During high tide, these crabs climb out of the water to escape predation. They form an important component of the ecosystem by feeding on fallen mangrove leaves that do not decompose easily. This helps in the breakdown of the mangrove leaves into nutrients for the mangrove plants.
Mangrove mud is often honeycombed with a network of interconnecting passages, occupied by a population of mud crabs. The burrows of the tunnelling mud crabs are the primary sites for both the export of ammonium and the removal of nitrogen from the mangrove ecosystem. Because the bacteria in the burrow wall rapidly consume the oxygen entering from the burrow water, the oxic mud layer around the burrow is usually much thinner than the oxic layer at the visible mud surface.
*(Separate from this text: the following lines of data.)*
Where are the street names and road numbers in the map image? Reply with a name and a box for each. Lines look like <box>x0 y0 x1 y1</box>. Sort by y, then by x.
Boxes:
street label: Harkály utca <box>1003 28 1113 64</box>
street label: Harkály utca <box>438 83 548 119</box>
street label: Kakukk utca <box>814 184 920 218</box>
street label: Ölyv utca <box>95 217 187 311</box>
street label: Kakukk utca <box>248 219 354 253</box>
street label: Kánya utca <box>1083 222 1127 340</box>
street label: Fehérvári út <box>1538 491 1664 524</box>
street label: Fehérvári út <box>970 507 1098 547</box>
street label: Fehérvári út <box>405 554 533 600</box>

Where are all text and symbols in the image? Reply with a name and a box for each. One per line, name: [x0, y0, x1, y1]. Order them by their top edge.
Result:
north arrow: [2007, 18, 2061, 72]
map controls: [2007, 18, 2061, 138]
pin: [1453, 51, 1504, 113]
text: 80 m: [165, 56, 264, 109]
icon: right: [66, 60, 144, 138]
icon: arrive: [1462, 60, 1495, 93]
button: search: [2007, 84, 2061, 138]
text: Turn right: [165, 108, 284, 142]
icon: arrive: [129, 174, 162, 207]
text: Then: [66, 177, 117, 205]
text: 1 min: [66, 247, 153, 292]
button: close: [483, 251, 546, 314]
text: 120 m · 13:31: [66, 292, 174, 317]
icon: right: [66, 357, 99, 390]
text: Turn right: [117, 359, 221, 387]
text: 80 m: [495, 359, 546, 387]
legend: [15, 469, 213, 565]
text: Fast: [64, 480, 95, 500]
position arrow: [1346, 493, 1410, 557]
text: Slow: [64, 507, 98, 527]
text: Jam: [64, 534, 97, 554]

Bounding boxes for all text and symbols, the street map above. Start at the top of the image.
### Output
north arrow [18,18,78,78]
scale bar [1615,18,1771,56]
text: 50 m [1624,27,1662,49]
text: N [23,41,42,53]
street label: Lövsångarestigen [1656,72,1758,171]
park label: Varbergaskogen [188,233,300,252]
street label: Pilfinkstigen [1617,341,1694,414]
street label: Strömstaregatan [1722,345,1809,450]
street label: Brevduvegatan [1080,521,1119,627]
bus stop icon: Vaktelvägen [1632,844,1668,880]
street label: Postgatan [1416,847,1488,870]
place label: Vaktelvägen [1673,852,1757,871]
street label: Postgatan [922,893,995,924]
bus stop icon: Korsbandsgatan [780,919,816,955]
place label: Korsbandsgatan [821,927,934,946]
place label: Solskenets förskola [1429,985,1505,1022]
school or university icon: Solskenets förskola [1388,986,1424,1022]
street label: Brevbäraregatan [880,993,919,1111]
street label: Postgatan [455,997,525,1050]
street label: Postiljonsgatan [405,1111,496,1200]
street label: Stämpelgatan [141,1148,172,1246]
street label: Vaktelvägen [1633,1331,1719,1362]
Observation hides in the reserve are scattered all over the reserve and are for the human visitors to rest and observe the surrounding flora and fauna away from the sight of the reserve’s resident and migratory animals and birds.
Waders or shorebirds are so-called because they wade in the shallow water in search of food. Plovers and sandpipers are common waders found in the reserve. With their different bill length and feeding habits, they are able to tap on different food sources found in the mudflats. This enables them to co-exist in the same habitat.
Egrets at the reserve are white and more slender than herons in appearance. They are frequent visitors during the migratory season. The Little Egret is often seen dashing about, chasing after its prey in the shallows.
Aerie or eyrie means a nest of a bird of prey built high up above ground.The 18-m tall tower hide is so called as it offers panoramic view of the wetland reserve. We only managed to cover route 1 today, but will definately be back to check out routes 2 and 3 next time we visit.
Sungei Buloh Wetland Reserve was recognized as a site of international importance for migratory birds with Wetlands International presenting the reserve a certificate to mark its formal entry into the East Asian Australasian Shorebird Site Network, which include Australia’s Kakadu National Park, China’s Mai Po and Japan’s Yatsu Tidal Flats. Sungei Buloh became Singapore’s first ASEAN Heritage Park in 2003. More information about Sungei Buloh Wetland Reserve at www.sbwr.org.sg.